I don't think they were fine with it...I think they endured it, because they thought it was coming from Wilford (the only person on the train who they considered to be above them) rather than Melanie (who is lower-class, and thus not worthy to tell them what to do). Once they knew that it was Melanie who was ruling them, the situation became unbearable.


----------



## cbrrider (Feb 2, 2005)

tlc said:


> I would say I don't know what Melanie did to deserve all the hate _from 1st class_ at the beginning of the ep. They jump right to saying they'll execute her for what? Lying to them? She kept the train running. First class is still very privileged.


The Karens in first class went ballistic because they wanted to speak with the manager, but she was unavailable while saving the train. This is a cardinal sin among Karens and thus, the death penalty is justified.


----------



## wprager (Feb 19, 2006)

Beryl said:


> Also, now that you know that she 100% responsible for all of the other bad things (drawers, freezing off arms, horrific treatment in the Tail,...)


We don't really know, though, if the rules were not already spelled out.

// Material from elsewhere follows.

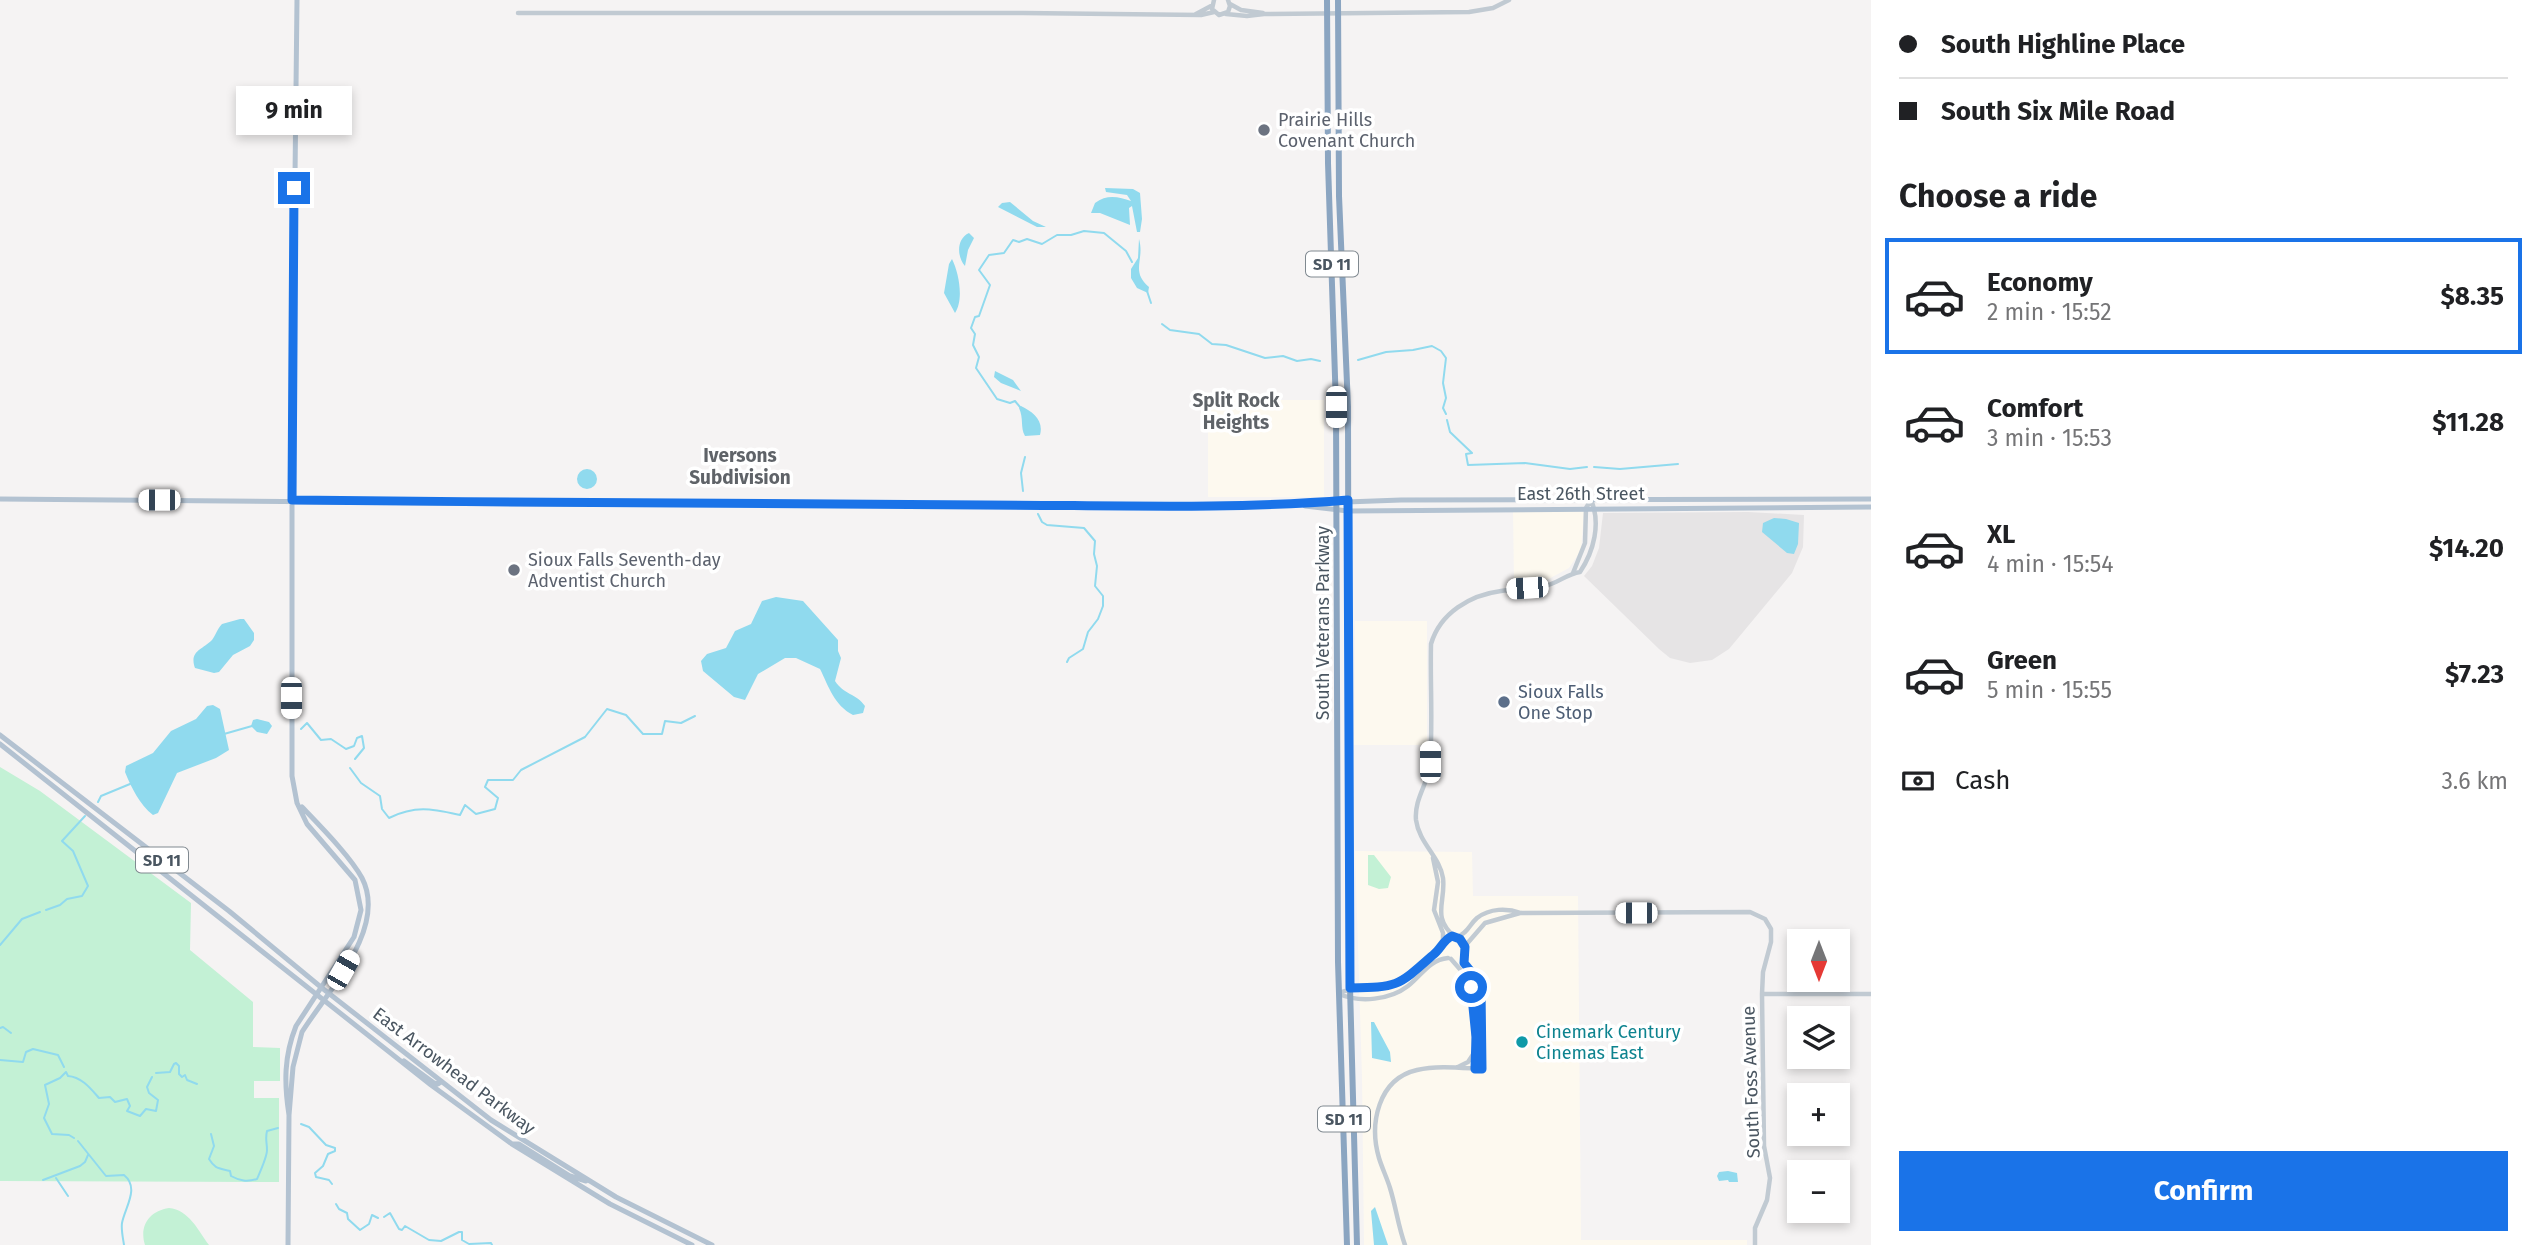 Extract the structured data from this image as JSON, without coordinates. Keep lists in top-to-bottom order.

She didn't train the brakemen or the guards or anything else. As for the drawers, the jury is still out. Do we know who came up with the idea of no capital punishment? I would surmise the drawers car(s) were in the original design of the train, so that would have been Wilford's idea (or at least approved by him); its current use to select and preserve 400 people in case of catastrophe may be Mel's idea or not.

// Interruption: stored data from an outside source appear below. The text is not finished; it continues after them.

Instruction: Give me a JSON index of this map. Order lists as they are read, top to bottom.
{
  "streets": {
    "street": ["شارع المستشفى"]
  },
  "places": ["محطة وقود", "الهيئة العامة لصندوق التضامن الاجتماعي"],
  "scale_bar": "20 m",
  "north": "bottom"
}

Or maybe I've just been giving her the "benefit of the doubt" ever since The Rocketeer.


----------



## gweempose (Mar 23, 2003)

wprager said:


> Or maybe I've just been giving her the "benefit of the doubt" ever since The Rocketeer.


I've had a crush on her ever since Labyrinth.


----------



## dwatt (Jan 11, 2007)

wprager said:


> We don't really know, though, if the rules were not already spelled out. She didn't train the brakemen or the guards or anything else. As for the drawers, the jury is still out. Do we know who came up with the idea of no capital punishment? I would surmise the drawers car(s) were in the original design of the train, so that would have been Wilford's idea (or at least approved by him); its current use to select and preserve 400 people in case of catastrophe may be Mel's idea or not.
> 
> Or maybe I've just been giving her the "benefit of the doubt" ever since The Rocketeer.


In the most recent episode she stated that Wilford was essentially a sales guy that wanted to live the high life with the whores for as long as he could. I would take that to mean the drawers and the 400 person ark that they are were her idea and execution. You should really look into getting the graphic novels from the library. All three versions (books, movie and TV show) are different and only similar adjacent.


----------



## Bierboy (Jun 12, 2004)

gweempose said:


> I've had a crush on her ever since Labyrinth.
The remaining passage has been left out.